Start of Block

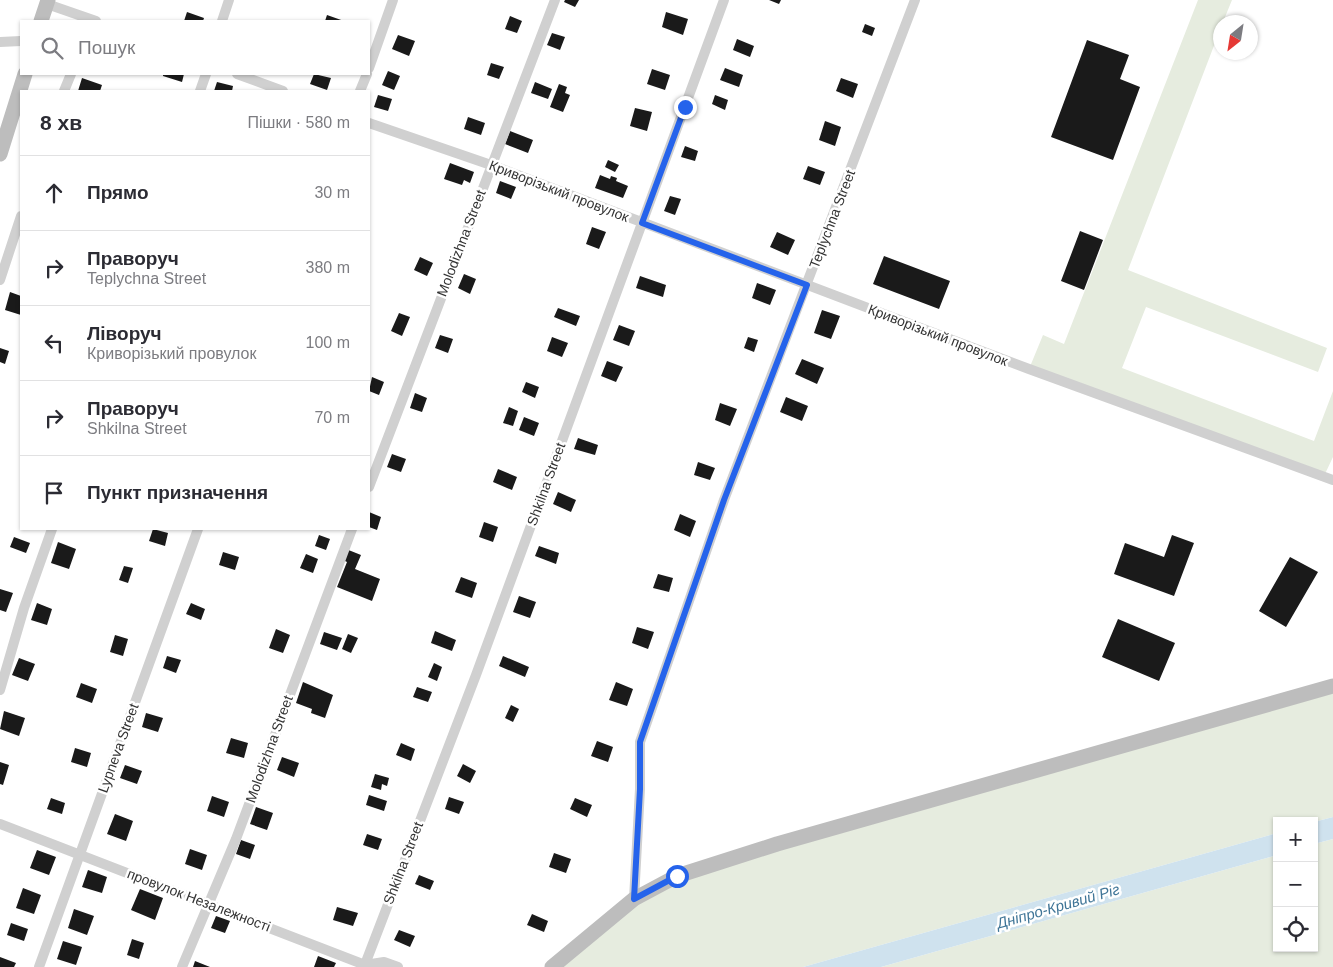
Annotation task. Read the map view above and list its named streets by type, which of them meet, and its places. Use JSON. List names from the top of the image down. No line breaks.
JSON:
{"streets":{"street":["Криворізький провулок","Teplychna Street","Molodizhna Street","Shkilna Street","Lypneva Street","провулок Незалежності"]},"crossings":[["Криворізький провулок","Teplychna Street"],["Криворізький провулок","Molodizhna Street"],["Криворізький провулок","Shkilna Street"],["Molodizhna Street","провулок Незалежності"],["Shkilna Street","провулок Незалежності"],["Lypneva Street","провулок Незалежності"]],"water":["Дніпро-Кривий Ріг"],"north":"bottom left","page":{"search":"Пошук","heading":["8 хв","Пішки · 580 m"],"list":[["Прямо","30 m"],["Праворуч","Teplychna Street","380 m"],["Ліворуч","Криворізький провулок","100 m"],["Праворуч","Shkilna Street","70 m"],"Пункт призначення"],"map_buttons":["+","−"]}}
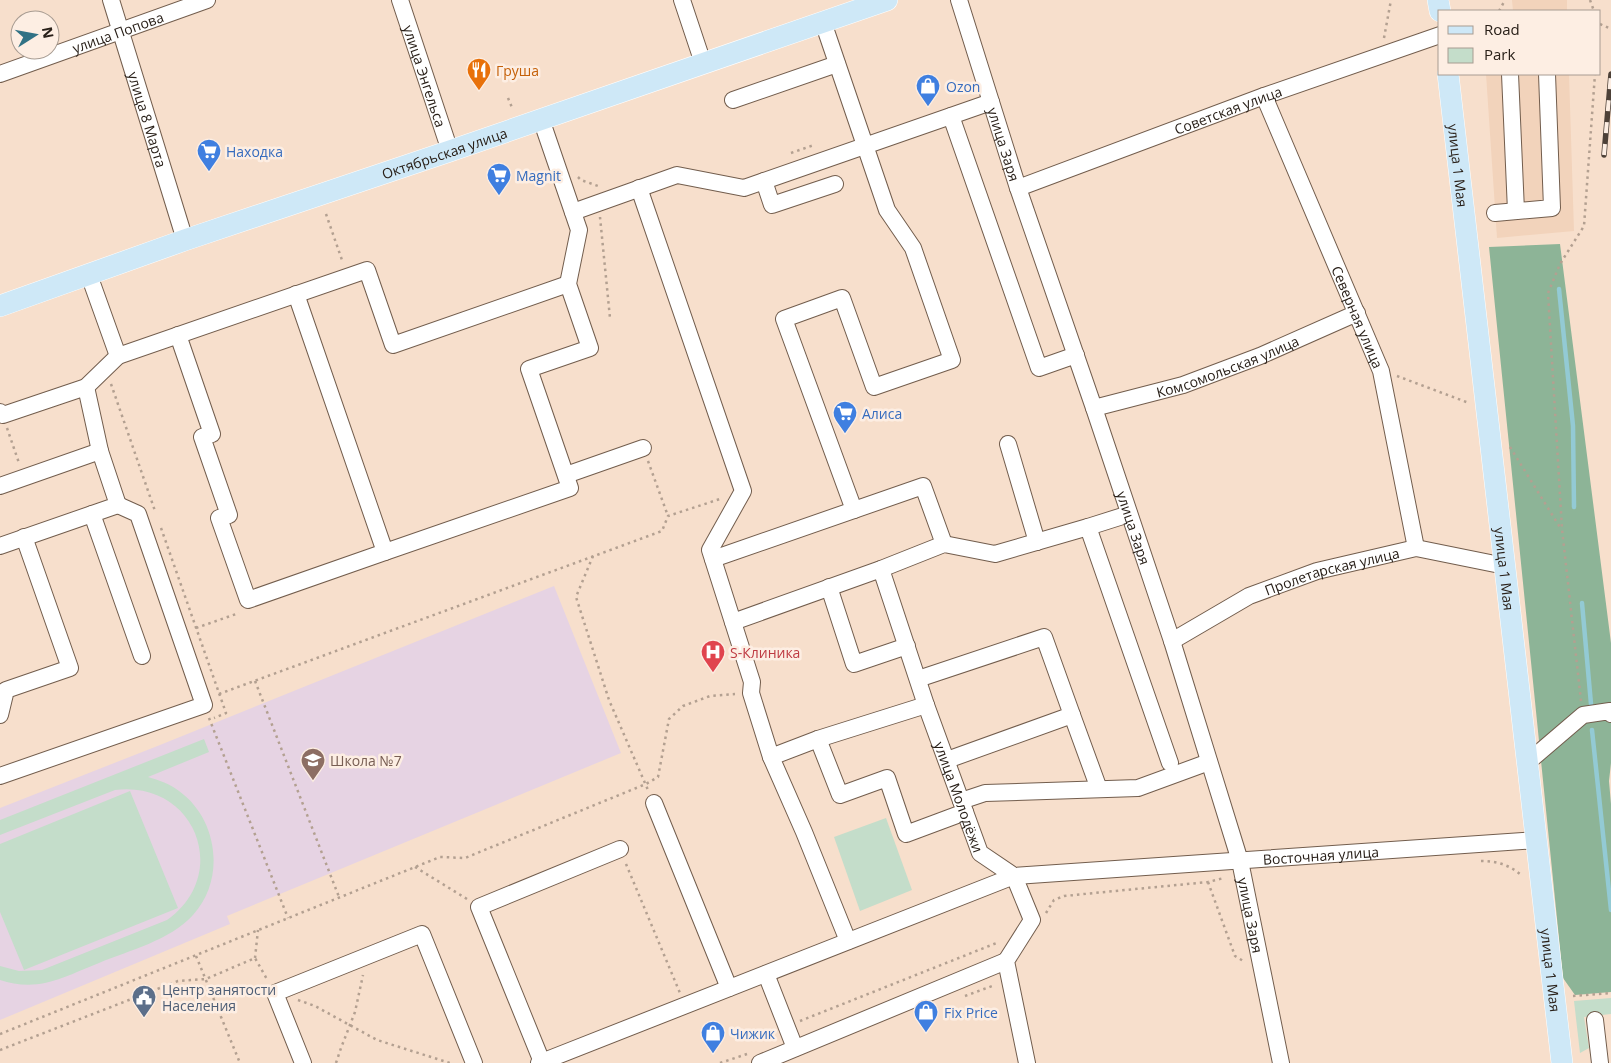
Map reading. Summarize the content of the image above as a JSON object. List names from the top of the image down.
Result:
{
  "streets": {
    "main road": ["Октябрьская улица", "улица 1 Мая"],
    "street": [
      "улица Попова",
      "улица Энгельса",
      "Советская улица",
      "улица 8 Марта",
      "улица Заря",
      "Северная улица",
      "Комсомольская улица",
      "Пролетарская улица",
      "улица Молодёжи",
      "Восточная улица"
    ]
  },
  "crossings": [
    ["улица Попова", "улица 8 Марта"],
    ["улица Энгельса", "Октябрьская улица"],
    ["Советская улица", "улица Заря"],
    ["Советская улица", "Северная улица"],
    ["улица 8 Марта", "Октябрьская улица"],
    ["улица Заря", "Комсомольская улица"],
    ["улица Заря", "Пролетарская улица"],
    ["улица Заря", "Восточная улица"],
    ["улица 1 Мая", "Пролетарская улица"],
    ["улица 1 Мая", "Восточная улица"],
    ["Северная улица", "Комсомольская улица"],
    ["Северная улица", "Пролетарская улица"],
    ["улица Молодёжи", "Восточная улица"]
  ],
  "places": {
    "restaurant": ["Груша"],
    "shop": ["Ozon", "Fix Price", "Чижик"],
    "supermarket": ["Находка", "Magnit", "Алиса"],
    "hospital": ["S-Клиника"],
    "school or university": ["Школа №7"],
    "public building": ["Центр занятости Населения"]
  },
  "legend": ["Road", "Park"],
  "north": "right"
}
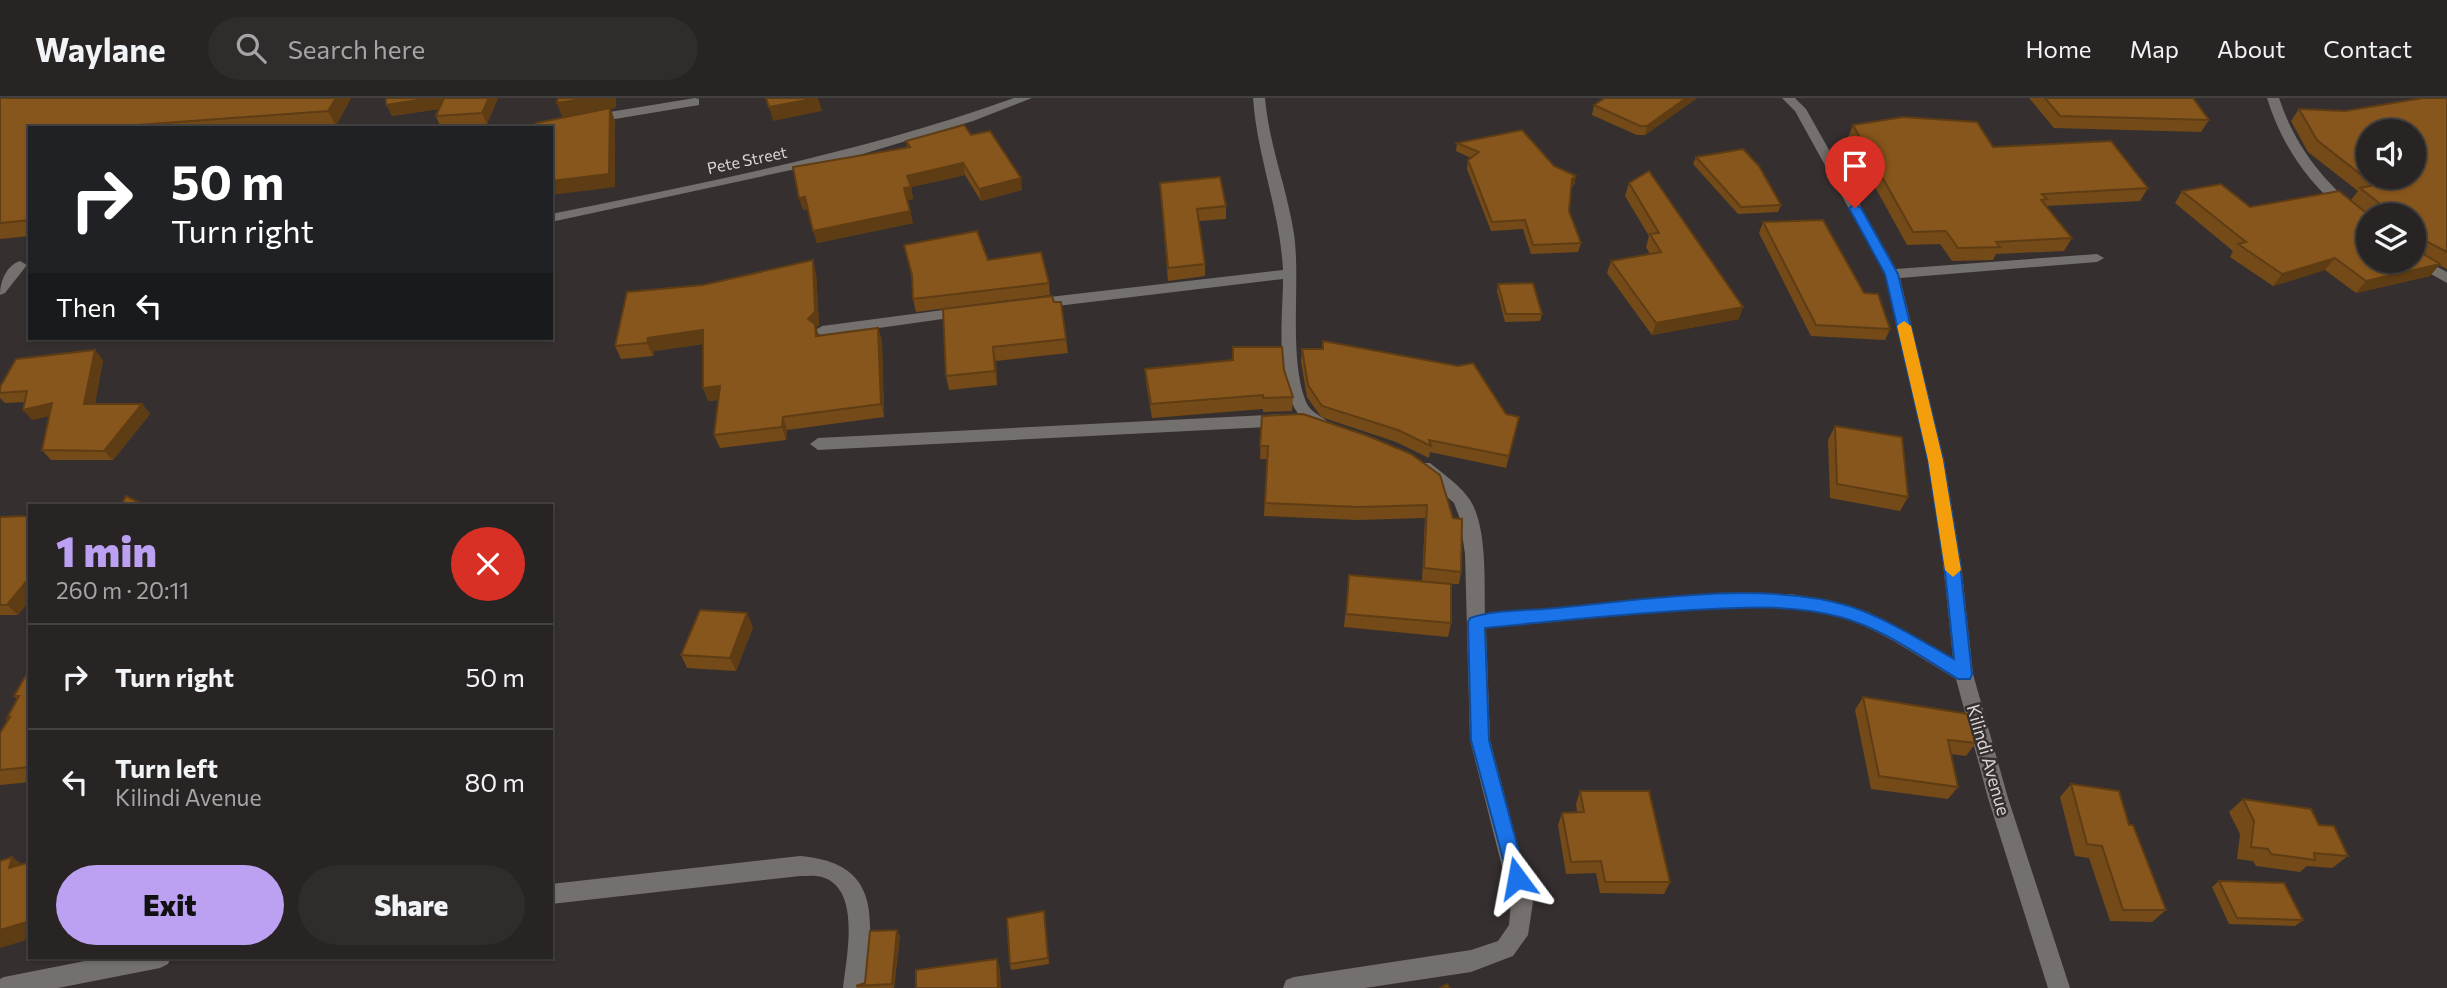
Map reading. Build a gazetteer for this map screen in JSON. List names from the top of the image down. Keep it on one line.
{"streets":{"street":["Pete Street","Kilindi Avenue"]},"page":{"header":"Waylane","search":"Search here","nav":["Home","Map","About","Contact"],"turn":["50 m","Turn right"],"then":"Then","heading":["1 min","260 m · 20:11"],"list":[{"name":"Turn right","value":"50 m"},{"name":"Turn left","note":"Kilindi Avenue","value":"80 m"}],"buttons":["Exit","Share"]}}
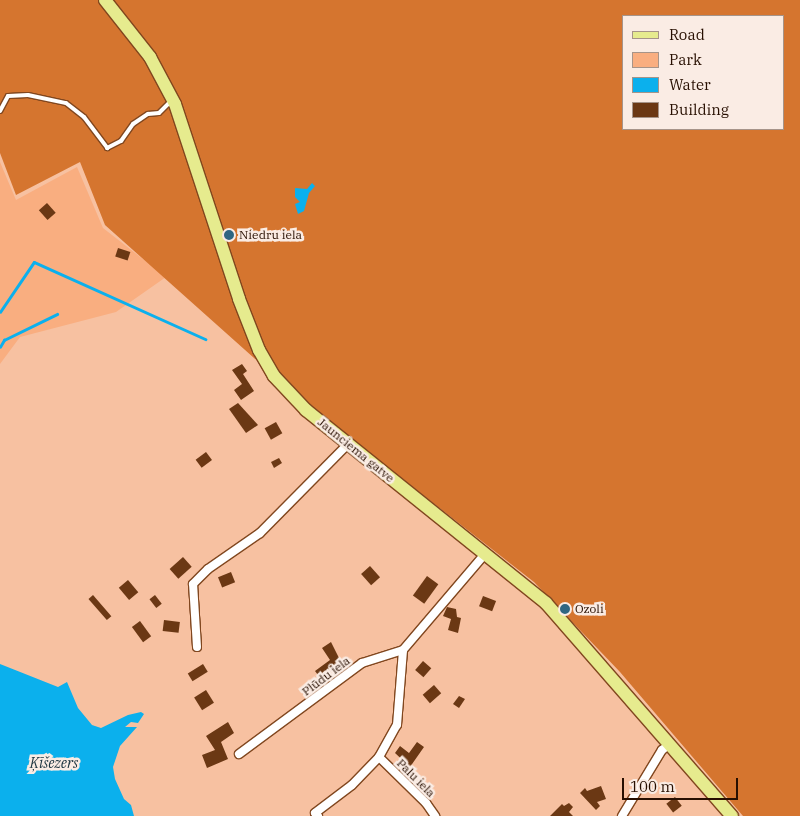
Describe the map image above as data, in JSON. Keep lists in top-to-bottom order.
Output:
{
  "streets": {
    "main road": ["Jaunciema gatve"],
    "street": ["Plūdu iela", "Palu iela"]
  },
  "water": ["Ķīšezers"],
  "places": ["Niedru iela", "Ozoli"],
  "legend": [
    "Road",
    "Park",
    "Water",
    "Building"
  ],
  "scale_bar": "100 m"
}
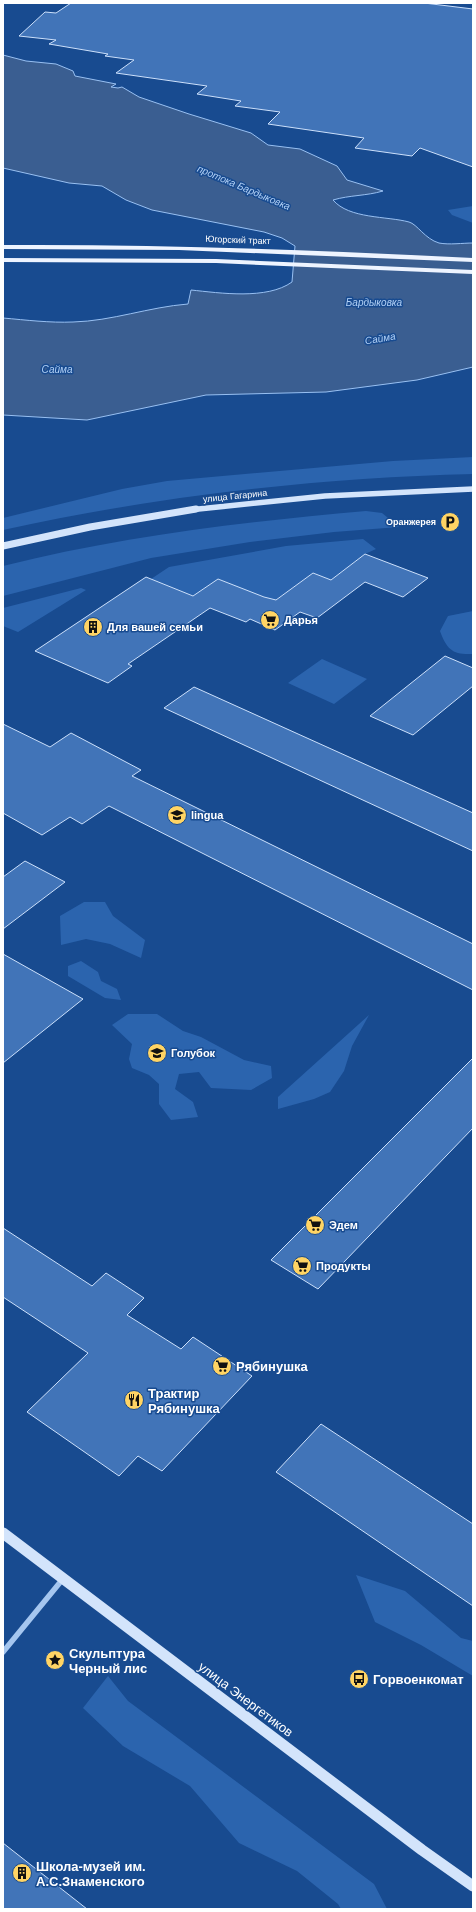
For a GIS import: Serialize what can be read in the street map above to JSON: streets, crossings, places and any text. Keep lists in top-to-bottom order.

End of Block

**Problem details**
Your answer must be every line from the entries that contains the string "order", copied as it stands.

**Output for this task**
Describe the map image above as data, in JSON. Keep lists in top-to-bottom order.
For a GIS import: Serialize what can be read in the street map above to JSON: streets, crossings, places and any text. Keep lists in top-to-bottom order.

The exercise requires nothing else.